Task description: In full and without alteration, output each record given here.

· · · · ·

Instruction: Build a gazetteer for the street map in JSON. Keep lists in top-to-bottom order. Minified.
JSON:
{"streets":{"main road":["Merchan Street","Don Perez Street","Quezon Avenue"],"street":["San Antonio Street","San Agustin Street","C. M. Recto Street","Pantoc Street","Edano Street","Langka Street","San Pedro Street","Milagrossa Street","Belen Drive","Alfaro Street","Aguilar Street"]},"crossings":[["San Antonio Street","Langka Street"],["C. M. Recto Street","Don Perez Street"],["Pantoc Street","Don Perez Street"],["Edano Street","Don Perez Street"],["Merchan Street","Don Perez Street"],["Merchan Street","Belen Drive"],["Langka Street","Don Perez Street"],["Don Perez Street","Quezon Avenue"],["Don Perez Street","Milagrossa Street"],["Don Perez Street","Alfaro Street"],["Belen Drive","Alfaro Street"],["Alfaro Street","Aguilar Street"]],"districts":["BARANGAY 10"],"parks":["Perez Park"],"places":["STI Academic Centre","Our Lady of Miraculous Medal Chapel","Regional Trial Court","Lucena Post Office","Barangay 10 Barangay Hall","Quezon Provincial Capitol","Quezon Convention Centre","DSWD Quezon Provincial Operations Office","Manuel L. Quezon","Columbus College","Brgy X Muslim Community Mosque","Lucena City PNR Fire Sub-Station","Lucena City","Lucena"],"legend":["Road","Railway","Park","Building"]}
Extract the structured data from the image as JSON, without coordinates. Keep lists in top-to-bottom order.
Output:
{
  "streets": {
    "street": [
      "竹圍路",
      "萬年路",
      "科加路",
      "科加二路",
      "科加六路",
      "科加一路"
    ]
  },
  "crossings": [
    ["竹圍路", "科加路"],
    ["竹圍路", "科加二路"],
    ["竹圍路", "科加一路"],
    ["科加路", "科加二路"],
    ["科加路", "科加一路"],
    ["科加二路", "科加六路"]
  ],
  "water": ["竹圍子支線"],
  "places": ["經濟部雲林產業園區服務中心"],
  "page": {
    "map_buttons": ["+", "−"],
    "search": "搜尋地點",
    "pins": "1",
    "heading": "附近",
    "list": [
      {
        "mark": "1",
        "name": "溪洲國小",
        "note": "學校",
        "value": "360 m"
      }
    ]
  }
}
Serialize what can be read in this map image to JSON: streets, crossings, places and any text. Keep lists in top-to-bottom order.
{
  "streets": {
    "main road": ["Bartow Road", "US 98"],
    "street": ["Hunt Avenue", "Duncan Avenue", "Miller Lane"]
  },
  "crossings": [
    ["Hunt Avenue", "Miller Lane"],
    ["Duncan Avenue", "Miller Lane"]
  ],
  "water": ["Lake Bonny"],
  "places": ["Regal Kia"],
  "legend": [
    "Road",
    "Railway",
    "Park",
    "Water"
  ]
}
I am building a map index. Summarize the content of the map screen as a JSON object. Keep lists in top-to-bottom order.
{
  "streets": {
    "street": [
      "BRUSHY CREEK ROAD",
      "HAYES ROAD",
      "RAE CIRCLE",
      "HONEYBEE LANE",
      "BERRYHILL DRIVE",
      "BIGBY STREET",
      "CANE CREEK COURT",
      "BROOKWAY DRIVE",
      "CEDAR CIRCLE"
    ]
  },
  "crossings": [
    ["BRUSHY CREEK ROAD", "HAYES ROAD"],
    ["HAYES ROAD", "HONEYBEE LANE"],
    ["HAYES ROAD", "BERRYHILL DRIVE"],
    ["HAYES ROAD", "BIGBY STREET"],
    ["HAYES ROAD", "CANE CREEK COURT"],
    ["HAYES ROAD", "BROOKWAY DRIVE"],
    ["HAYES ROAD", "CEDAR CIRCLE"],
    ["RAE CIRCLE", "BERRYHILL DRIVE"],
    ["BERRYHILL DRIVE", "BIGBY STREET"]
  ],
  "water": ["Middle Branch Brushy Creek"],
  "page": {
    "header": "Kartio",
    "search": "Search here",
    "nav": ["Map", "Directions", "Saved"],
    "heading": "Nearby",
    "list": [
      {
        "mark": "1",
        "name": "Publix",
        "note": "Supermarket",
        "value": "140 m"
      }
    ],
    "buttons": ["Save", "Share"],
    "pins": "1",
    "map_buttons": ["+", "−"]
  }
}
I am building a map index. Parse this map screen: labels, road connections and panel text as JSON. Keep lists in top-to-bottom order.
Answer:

· · · · ·

Reply:
Instruction: Build a gazetteer for the street map in JSON. Keep lists in top-to-bottom order. Minified.
JSON:
{"streets":{"main road":["Merchan Street","Don Perez Street","Quezon Avenue"],"street":["San Antonio Street","San Agustin Street","C. M. Recto Street","Pantoc Street","Edano Street","Langka Street","San Pedro Street","Milagrossa Street","Belen Drive","Alfaro Street","Aguilar Street"]},"crossings":[["San Antonio Street","Langka Street"],["C. M. Recto Street","Don Perez Street"],["Pantoc Street","Don Perez Street"],["Edano Street","Don Perez Street"],["Merchan Street","Don Perez Street"],["Merchan Street","Belen Drive"],["Langka Street","Don Perez Street"],["Don Perez Street","Quezon Avenue"],["Don Perez Street","Milagrossa Street"],["Don Perez Street","Alfaro Street"],["Belen Drive","Alfaro Street"],["Alfaro Street","Aguilar Street"]],"districts":["BARANGAY 10"],"parks":["Perez Park"],"places":["STI Academic Centre","Our Lady of Miraculous Medal Chapel","Regional Trial Court","Lucena Post Office","Barangay 10 Barangay Hall","Quezon Provincial Capitol","Quezon Convention Centre","DSWD Quezon Provincial Operations Office","Manuel L. Quezon","Columbus College","Brgy X Muslim Community Mosque","Lucena City PNR Fire Sub-Station","Lucena City","Lucena"],"legend":["Road","Railway","Park","Building"]}
Extract the structured data from the image as JSON, without coordinates. Keep lists in top-to-bottom order.
Output:
{
  "streets": {
    "street": [
      "竹圍路",
      "萬年路",
      "科加路",
      "科加二路",
      "科加六路",
      "科加一路"
    ]
  },
  "crossings": [
    ["竹圍路", "科加路"],
    ["竹圍路", "科加二路"],
    ["竹圍路", "科加一路"],
    ["科加路", "科加二路"],
    ["科加路", "科加一路"],
    ["科加二路", "科加六路"]
  ],
  "water": ["竹圍子支線"],
  "places": ["經濟部雲林產業園區服務中心"],
  "page": {
    "map_buttons": ["+", "−"],
    "search": "搜尋地點",
    "pins": "1",
    "heading": "附近",
    "list": [
      {
        "mark": "1",
        "name": "溪洲國小",
        "note": "學校",
        "value": "360 m"
      }
    ]
  }
}
Serialize what can be read in this map image to JSON: streets, crossings, places and any text. Keep lists in top-to-bottom order.
{
  "streets": {
    "main road": ["Bartow Road", "US 98"],
    "street": ["Hunt Avenue", "Duncan Avenue", "Miller Lane"]
  },
  "crossings": [
    ["Hunt Avenue", "Miller Lane"],
    ["Duncan Avenue", "Miller Lane"]
  ],
  "water": ["Lake Bonny"],
  "places": ["Regal Kia"],
  "legend": [
    "Road",
    "Railway",
    "Park",
    "Water"
  ]
}
I am building a map index. Summarize the content of the map screen as a JSON object. Keep lists in top-to-bottom order.
{
  "streets": {
    "street": [
      "BRUSHY CREEK ROAD",
      "HAYES ROAD",
      "RAE CIRCLE",
      "HONEYBEE LANE",
      "BERRYHILL DRIVE",
      "BIGBY STREET",
      "CANE CREEK COURT",
      "BROOKWAY DRIVE",
      "CEDAR CIRCLE"
    ]
  },
  "crossings": [
    ["BRUSHY CREEK ROAD", "HAYES ROAD"],
    ["HAYES ROAD", "HONEYBEE LANE"],
    ["HAYES ROAD", "BERRYHILL DRIVE"],
    ["HAYES ROAD", "BIGBY STREET"],
    ["HAYES ROAD", "CANE CREEK COURT"],
    ["HAYES ROAD", "BROOKWAY DRIVE"],
    ["HAYES ROAD", "CEDAR CIRCLE"],
    ["RAE CIRCLE", "BERRYHILL DRIVE"],
    ["BERRYHILL DRIVE", "BIGBY STREET"]
  ],
  "water": ["Middle Branch Brushy Creek"],
  "page": {
    "header": "Kartio",
    "search": "Search here",
    "nav": ["Map", "Directions", "Saved"],
    "heading": "Nearby",
    "list": [
      {
        "mark": "1",
        "name": "Publix",
        "note": "Supermarket",
        "value": "140 m"
      }
    ],
    "buttons": ["Save", "Share"],
    "pins": "1",
    "map_buttons": ["+", "−"]
  }
}
I am building a map index. Parse this map screen: labels, road connections and panel text as JSON. Keep lists in top-to-bottom order.
Answer:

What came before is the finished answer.